Moreover, the Organization for Economic Co-operation and Development has marked down its global growth forecast for the next two years. But when I asked OECD Secretary-General Mathias Cormann if the sanctions on Russia have impacted the global economy, he dodged the question and only blamed Russia for the problem. The response of the European Commission spokesman was similar when I asked him on Tuesday whether the EU would rethink its sanctions because of the wounds they are inflicting on the EU economy.
Economic sanctions have long been wielded as a tool by the US and the EU to bully smaller economies. But their sanctions have not helped meet their requirements, be it in the Democratic People's Republic of Korea, Iran or Venezuela－the latest being their failure to de-escalate the Russia-Ukraine conflict. What they have succeeded in doing, sadly, is punishing innocent civilians, especially women and children in the target countries.
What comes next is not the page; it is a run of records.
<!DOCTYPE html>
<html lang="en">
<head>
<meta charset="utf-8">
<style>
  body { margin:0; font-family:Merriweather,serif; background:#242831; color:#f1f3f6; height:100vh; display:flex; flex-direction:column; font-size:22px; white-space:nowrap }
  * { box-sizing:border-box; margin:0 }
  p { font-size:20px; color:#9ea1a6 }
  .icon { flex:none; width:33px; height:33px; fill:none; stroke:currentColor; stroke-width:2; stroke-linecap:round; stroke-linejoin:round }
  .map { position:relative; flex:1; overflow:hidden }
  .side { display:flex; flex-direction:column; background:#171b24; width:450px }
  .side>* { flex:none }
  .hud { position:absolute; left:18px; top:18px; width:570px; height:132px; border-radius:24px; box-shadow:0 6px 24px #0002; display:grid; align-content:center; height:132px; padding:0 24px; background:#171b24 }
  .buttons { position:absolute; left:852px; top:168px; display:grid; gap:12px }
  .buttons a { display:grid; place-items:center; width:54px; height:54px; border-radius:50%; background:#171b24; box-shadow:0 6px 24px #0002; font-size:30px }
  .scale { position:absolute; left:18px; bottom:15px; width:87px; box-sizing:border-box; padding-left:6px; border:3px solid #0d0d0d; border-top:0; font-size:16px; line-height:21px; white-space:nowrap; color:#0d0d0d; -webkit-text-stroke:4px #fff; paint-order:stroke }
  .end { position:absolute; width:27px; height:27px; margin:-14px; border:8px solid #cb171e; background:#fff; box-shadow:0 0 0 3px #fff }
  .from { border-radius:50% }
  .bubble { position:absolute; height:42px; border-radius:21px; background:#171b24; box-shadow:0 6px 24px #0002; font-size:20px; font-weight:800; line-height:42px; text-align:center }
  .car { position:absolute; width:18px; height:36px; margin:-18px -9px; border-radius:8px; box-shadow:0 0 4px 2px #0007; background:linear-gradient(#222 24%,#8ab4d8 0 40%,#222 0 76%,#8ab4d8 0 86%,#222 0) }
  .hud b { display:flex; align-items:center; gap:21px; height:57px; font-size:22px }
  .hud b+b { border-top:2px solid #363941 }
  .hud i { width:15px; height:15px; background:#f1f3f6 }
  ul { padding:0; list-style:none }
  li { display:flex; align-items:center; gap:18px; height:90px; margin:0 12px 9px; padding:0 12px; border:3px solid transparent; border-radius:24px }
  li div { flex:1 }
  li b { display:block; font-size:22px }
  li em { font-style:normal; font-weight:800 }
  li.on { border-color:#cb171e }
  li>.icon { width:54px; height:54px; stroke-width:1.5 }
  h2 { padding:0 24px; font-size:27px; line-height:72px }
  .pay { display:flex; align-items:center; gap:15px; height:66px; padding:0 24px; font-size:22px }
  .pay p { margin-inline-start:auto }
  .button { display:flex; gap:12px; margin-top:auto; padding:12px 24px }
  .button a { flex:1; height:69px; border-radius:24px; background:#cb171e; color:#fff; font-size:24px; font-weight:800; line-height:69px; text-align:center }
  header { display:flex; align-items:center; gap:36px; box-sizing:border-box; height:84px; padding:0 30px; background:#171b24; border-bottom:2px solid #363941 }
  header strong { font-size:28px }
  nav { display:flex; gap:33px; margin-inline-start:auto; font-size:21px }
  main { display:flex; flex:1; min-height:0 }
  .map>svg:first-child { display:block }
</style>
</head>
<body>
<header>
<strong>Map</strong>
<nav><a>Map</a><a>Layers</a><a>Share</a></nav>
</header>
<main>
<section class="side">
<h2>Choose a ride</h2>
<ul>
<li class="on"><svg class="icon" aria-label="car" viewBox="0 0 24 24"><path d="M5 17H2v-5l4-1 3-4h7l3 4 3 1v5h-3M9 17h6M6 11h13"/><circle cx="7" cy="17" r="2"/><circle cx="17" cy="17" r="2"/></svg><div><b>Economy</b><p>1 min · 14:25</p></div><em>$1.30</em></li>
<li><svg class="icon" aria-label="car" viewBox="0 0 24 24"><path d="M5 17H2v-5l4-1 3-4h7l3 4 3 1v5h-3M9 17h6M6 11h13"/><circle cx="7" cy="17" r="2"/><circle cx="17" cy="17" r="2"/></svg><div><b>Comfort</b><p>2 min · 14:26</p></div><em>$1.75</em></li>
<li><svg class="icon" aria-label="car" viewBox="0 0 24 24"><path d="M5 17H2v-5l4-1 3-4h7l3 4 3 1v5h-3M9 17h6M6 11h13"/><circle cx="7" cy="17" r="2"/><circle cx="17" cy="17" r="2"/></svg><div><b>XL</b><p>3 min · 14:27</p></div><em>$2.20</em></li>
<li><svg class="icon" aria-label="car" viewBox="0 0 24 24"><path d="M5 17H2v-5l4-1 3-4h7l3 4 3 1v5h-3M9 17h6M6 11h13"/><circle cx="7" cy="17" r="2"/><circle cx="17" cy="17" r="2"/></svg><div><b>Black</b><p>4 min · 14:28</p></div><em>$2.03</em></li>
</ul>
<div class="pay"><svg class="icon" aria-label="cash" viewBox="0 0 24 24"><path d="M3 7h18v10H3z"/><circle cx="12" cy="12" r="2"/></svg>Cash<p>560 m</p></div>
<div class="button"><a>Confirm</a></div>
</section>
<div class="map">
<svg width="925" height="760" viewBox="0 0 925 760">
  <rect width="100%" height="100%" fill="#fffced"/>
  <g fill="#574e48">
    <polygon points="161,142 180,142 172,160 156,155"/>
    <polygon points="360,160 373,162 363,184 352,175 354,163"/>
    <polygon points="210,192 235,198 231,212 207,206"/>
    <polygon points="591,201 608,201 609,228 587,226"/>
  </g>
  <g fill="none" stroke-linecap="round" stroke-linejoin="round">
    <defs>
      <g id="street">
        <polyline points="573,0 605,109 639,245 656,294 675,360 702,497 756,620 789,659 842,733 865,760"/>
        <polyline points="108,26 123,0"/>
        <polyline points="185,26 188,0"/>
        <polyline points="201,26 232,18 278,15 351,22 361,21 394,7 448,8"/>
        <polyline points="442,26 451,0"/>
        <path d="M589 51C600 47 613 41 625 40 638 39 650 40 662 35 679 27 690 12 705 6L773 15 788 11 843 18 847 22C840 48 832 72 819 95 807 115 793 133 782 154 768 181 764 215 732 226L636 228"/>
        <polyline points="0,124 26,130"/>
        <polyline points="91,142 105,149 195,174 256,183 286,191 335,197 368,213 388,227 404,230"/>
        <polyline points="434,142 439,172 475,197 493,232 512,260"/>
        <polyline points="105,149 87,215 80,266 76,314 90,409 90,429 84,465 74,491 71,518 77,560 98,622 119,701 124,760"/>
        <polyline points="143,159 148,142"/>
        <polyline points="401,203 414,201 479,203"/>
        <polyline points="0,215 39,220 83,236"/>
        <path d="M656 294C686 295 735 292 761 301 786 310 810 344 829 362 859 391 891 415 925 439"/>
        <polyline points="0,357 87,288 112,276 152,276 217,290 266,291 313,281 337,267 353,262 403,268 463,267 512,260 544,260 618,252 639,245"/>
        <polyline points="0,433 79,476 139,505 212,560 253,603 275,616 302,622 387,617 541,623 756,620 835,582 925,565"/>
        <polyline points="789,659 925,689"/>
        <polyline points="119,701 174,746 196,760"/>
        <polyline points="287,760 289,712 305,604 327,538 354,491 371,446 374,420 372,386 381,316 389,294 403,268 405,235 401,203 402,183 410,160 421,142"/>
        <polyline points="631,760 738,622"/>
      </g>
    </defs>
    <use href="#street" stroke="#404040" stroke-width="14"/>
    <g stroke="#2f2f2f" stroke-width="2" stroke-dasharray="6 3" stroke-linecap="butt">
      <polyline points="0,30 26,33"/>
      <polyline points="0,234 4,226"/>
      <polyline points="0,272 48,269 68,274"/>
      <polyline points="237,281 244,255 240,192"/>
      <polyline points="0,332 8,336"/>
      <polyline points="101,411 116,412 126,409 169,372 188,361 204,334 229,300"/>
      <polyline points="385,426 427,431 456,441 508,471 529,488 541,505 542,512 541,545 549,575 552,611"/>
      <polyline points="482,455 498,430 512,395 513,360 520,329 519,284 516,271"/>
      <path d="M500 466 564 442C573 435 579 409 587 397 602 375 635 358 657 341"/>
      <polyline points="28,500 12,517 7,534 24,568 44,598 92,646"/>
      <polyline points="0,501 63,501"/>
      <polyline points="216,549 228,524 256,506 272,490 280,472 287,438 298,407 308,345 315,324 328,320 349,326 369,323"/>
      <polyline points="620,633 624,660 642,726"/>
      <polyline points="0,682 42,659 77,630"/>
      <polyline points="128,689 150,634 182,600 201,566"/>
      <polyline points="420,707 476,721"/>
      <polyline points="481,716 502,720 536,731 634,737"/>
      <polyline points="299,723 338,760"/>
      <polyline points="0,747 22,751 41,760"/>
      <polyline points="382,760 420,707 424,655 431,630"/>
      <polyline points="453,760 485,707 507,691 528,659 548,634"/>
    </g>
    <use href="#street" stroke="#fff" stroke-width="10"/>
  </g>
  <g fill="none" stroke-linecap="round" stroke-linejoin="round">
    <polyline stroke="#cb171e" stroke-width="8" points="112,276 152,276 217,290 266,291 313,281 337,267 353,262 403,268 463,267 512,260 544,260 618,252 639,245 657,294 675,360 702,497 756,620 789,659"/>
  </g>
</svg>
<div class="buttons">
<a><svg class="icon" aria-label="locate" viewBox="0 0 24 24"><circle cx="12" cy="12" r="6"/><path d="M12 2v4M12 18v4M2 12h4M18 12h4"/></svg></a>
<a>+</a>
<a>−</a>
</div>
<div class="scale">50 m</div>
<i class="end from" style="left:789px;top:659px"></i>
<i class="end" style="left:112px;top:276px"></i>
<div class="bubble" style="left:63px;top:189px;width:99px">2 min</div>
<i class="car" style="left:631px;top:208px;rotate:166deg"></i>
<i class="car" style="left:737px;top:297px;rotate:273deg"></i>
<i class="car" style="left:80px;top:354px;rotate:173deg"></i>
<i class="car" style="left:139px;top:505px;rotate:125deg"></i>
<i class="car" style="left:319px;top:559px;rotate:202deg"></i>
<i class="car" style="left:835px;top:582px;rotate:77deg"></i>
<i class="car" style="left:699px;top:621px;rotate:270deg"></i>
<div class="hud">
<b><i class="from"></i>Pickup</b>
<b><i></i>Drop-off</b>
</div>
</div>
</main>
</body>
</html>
The assumption that all Russian energy exports are to fund the Ukraine conflict is absurd, because they are mostly spent on food, education and healthcare for ordinary Russians. The Russia-Ukraine conflict is bad enough for the world. Western sanctions have made it worse, as they are threatening the global economy and people's livelihoods.
So calling the soaring global inflation "Putin inflation" as Biden did recently or blaming the global economic downturn on Russia is deceiving the world.
The world needs wisdom and diplomacy to help end the Russia-Ukraine conflict. And it needs wisdom, sincerity and humanism to end Western sanctions, and save innocent civilians from bearing the brunt of those sanctions.